Determining chemical order in Fe49Co-2V following controlled heat treatments

High performance electric motors must be reliably produced to reduce aviation emissions through electric aircraft. FeCo magnetic alloys offer a 25% power density boost over Si-steels; however, FeCo alloy performance variations arise from manufacturing, attributed to varying chemical order. Below 730°C, a disordered BCC α phase gradually transforms to a CsCl ordered α′ phase. This change greatly affects yield stress, coercivity, and resistivity. Our recent neutron total scattering experiment on Polaris showed that, by carefully controlling heat treatments, varying order is obtainable and quantifiable in this system. However, remnant order was prevalent in the quenched and therefore nominally disordered sample.
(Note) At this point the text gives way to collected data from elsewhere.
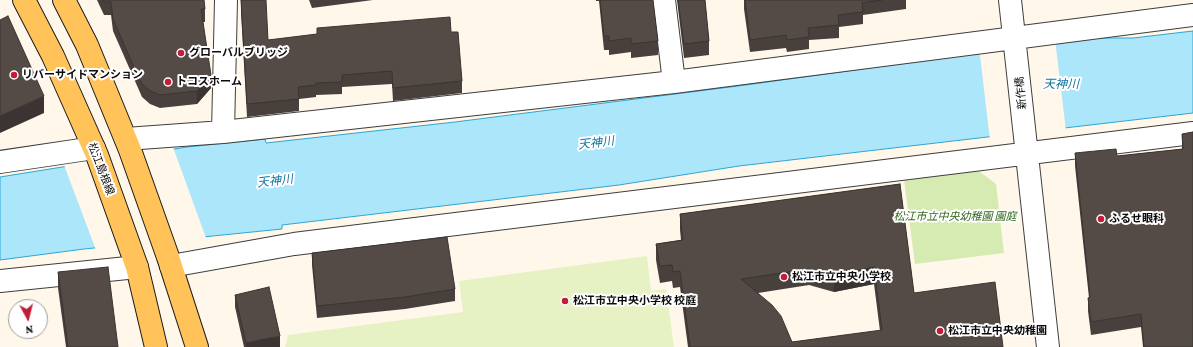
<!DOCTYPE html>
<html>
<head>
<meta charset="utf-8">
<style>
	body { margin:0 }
	#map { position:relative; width:1193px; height:347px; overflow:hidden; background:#fff8ea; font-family:"Crimson Pro",serif }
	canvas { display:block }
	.north { position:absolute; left:8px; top:299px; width:40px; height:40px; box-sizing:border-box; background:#fff; border:1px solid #9d9d9d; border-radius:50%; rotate:173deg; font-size:11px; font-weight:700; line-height:16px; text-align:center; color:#0b0b0b }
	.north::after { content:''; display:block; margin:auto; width:14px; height:18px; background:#c21c38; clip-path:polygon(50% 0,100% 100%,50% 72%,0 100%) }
</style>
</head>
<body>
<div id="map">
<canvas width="1193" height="347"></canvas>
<div class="north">N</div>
</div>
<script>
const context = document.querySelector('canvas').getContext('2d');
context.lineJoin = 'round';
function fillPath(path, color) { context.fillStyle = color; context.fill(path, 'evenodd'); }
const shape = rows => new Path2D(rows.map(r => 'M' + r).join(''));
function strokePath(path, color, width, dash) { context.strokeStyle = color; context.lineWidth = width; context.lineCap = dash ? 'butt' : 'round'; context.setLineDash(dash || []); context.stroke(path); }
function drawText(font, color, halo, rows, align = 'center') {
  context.font = font + ' "Crimson Pro","Noto Sans JP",serif'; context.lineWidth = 4; context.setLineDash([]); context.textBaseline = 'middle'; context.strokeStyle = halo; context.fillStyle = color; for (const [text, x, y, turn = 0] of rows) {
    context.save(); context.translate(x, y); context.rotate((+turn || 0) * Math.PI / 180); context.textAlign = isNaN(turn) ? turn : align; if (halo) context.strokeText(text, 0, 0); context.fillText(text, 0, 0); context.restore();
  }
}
fillPath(shape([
	[979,171,996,184,1004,253,915,264,904,180]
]), '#d6ebb2');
fillPath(shape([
	[647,256,651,291,666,289,674,347,285,347,288,335,463,312,459,281]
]), '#e7f2c4');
const water = shape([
	[1193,31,1193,113,739,166,619,185,282,225,282,229,84,249,0,260,0,177,187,147,265,139,266,143,455,122,738,86,942,58,1061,38,1133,38,1193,31]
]);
fillPath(water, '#abe6fa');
strokePath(water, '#2ea6d5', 1);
fillPath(shape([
	[1055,39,1066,131,990,140,979,47],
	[173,147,206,238,96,250,64,165]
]), '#fff8ea');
const minor = shape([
	[664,0,674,82],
	[1010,0,1048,347],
	[223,132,226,0],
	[126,139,223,132,674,82,1193,15],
	[0,162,94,148],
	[171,266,294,244,1193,133],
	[0,281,137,267]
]);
const major = shape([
	[24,0,53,56,97,155,137,267,156,347],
	[64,0,87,45,130,150,168,257,197,347]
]);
strokePath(minor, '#3e3e3e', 24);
strokePath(major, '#1c1c1c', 24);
strokePath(minor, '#fff', 22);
strokePath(major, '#ffc35a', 22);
fillPath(shape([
	[97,0,204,0,205,9,205,22,203,22,211,88,197,104,160,108,150,104,142,97,113,31,111,15,104,15],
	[241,0,268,40,317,35,317,28,451,32,462,81,462,93,393,101,392,84,342,87,342,94,316,95,316,97,299,99,299,111,247,117,241,12],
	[309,0,373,0,312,8],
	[596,0,653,0,658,41,658,55,631,58,631,52,609,55,609,50,604,50,599,1,596,1],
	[677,0,705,0,709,41,709,55,684,58],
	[744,0,906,0,906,9,863,15,863,24,839,27,839,38,809,40,809,49,787,52,786,48,750,52,744,9],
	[1193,132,1193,347,1143,347,1141,327,1091,335,1088,311,1088,298,1089,298,1075,166,1075,153,1117,156,1182,149,1182,134],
	[900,184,914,293,1003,347,688,347,680,287,673,288,672,281,660,283,656,260,656,244,681,240,680,230,680,214],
	[874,284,880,331,792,342,758,293,809,285,834,292],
	[312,253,455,289,455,301,405,309,317,318,312,265],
	[58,272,118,347,66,347,58,288],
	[235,295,280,347,244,347,235,307]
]), '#48403d');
fillPath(shape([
	[211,75,211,88,197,104,197,91],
	[44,96,44,113,0,133,0,116],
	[874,267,874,284,834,292,834,275],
	[280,336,280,347,246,347,246,343]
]), '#3b3432');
const building = shape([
	[103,0,204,0,205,9,201,9,211,75,197,91,160,95,150,91,142,84,138,77,113,19,111,2,104,2,103,0],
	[241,0,266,0,268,40,317,34,317,28,450,17,451,32,458,32,462,81,393,88,392,71,342,75,342,82,316,83,316,85,298,87,299,99,247,104,241,0],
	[600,0,653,0,658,41,631,44,631,38,609,41,609,36,604,36,600,0],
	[678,0,705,0,709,41,684,44,678,0],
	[745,0,882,0,862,3,863,12,838,15,839,25,808,28,809,37,787,40,786,35,750,40,745,0],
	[8,16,44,96,0,116,0,20,8,16],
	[1193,132,1193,347,1144,347,1141,314,1091,322,1088,298,1090,297,1075,153,1116,149,1117,156,1183,149,1182,134,1193,132],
	[900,184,914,293,995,282,1003,347,690,347,680,271,673,272,672,265,660,266,656,244,683,240,680,214,900,184],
	[874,267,882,330,792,342,781,316,772,305,741,279,809,269,834,275,874,267],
	[447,237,455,289,405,297,317,306,312,253,447,237],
	[108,267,118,347,68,347,58,272,108,267],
	[269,287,280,336,246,343,235,295,269,287]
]);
fillPath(building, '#544b47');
strokePath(building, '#3b3432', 1);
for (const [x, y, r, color] of [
	[181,53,4,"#c21c38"],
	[14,75,4,"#c21c38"],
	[168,82,4,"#c21c38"],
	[1101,219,4,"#c21c38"],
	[784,277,4,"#c21c38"],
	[565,301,4,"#c21c38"],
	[940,331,4,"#c21c38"]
]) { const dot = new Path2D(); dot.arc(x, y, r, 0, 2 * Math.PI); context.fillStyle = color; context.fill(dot); strokePath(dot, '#fff', 1.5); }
drawText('bold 11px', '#0b0b0b', '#fff', [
	["グローバルブリッジ",189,53],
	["リバーサイドマンション",22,75],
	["トコスホーム",176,82],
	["ふるせ眼科",1109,219],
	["松江市立中央小学校",792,277],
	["松江市立中央小学校 校庭",573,301],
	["松江市立中央幼稚園",948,331]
], 'left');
drawText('11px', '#0b0b0b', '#fff', [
	["新作橋",1021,93,-96],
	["松江島根線",101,169,69]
]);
drawText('italic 11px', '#326619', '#fff', [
	["松江市立中央幼稚園 園庭",955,217]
]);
drawText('italic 12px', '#0f74a3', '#fff', [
	["天神川",1061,84],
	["天神川",596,143,-7],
	["天神川",275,181,-7]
]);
</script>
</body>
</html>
It is currently unknown whether this order was established due to the quench not being fast enough, thus allowing time at temperature for solid state diffusion, or whether this is the minimum order obtainable above the ordering temperature. Therefore, to understand ordering effects on FeCo alloy properties, it is vital to quantify the maximum obtainable disorder, as this directly affects the range of material properties achievable. To investigate this, we propose an in-situ neutron total-scattering experiment on Polaris. Measurements will be taken under vacuum in the Polaris furnace, and at multiple temperatures ranging from below the ordering temperature, to sufficiently above it so that both the ordering change and remnant order can be observed and quantified.